POLITICS, POLITICIANS, & HUMAN NATURE
"The purpose of politics is not to solve problems but to find problems to justify the expansion of government power and an increase in taxes."
Thomas Sowell, BARBARIANS INSIDE THE GATES AND OTHER CONTROVERSIAL ESSAYS (Hoover Institution Press, 1999).
"... politicians ... are a set of men who have interests aside from the interests of the people, and who, to say the most of them, are, taken as a mass, at least one long step removed from honest men. I say this with the greater freedom because, being a politician myself, none can regard it as personal."
Abraham Lincoln, Bank Speech (1837).
"The ordinary politician has a very low estimate of human nature. In his daily life he comes into contact chiefly with persons who want to get something or to avoid something. Beyond this circle of seekers after privileges, individuals and organized minorities, he is aware of a large unorganized, indifferent mass of citizens who ask for nothing in particular and rarely complain. The politician comes after a while to think that the art of politics is to satisfy the seekers after favors and to molify the inchoate mass with noble sentiments and patriotic phrases."
Walter Lippmann, "The New Congress," THE NEW YORK HERALD- TRIBUNE (December 8, 1931).
"Tact is the ability to describe others as they see themselves."
"The politician who never made a mistake never made a decision."
John Major, Interview, BBC Radio (1990).
There is no sea more dangerous than the ocean of practical politics--none in which there is more need of good pilotage and of a single, unfaltering purpose when the waves rise high."

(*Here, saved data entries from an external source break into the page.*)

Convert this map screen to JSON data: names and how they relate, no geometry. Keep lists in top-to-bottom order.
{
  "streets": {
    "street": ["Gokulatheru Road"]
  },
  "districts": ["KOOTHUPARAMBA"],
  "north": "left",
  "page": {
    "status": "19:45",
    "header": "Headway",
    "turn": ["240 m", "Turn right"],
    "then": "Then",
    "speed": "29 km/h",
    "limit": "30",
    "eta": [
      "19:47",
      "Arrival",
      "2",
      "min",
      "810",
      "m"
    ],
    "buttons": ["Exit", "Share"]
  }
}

Thomas Henry Huxley, "On the Natural Inequality of Men" (1890).
"A political leader must keep looking over his shoulder all the time to see if the boys are still there. If they aren't still there, he's no longer a political leader."

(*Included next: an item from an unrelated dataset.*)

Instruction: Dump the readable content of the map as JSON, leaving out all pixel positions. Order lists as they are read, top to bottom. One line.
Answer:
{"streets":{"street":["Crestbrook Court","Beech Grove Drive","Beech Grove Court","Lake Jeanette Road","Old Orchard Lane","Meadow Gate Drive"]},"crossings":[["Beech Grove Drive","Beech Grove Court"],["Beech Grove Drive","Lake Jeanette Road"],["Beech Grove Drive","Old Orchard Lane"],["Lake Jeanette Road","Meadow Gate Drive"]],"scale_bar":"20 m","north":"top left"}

Bernard Baruch, Quoted in His Obituary, THE NEW YORK TIMES (June 21, 1965).
Party divisions, whether on the whole operating for good or evil, are things inseparable from free government."
Edmund Burke, "Observations on a Late State of the Nation" (1769).
"He serves his party best who serves his country best."
Rutherford B. Hayes, Presidential Inaugural Address (1877).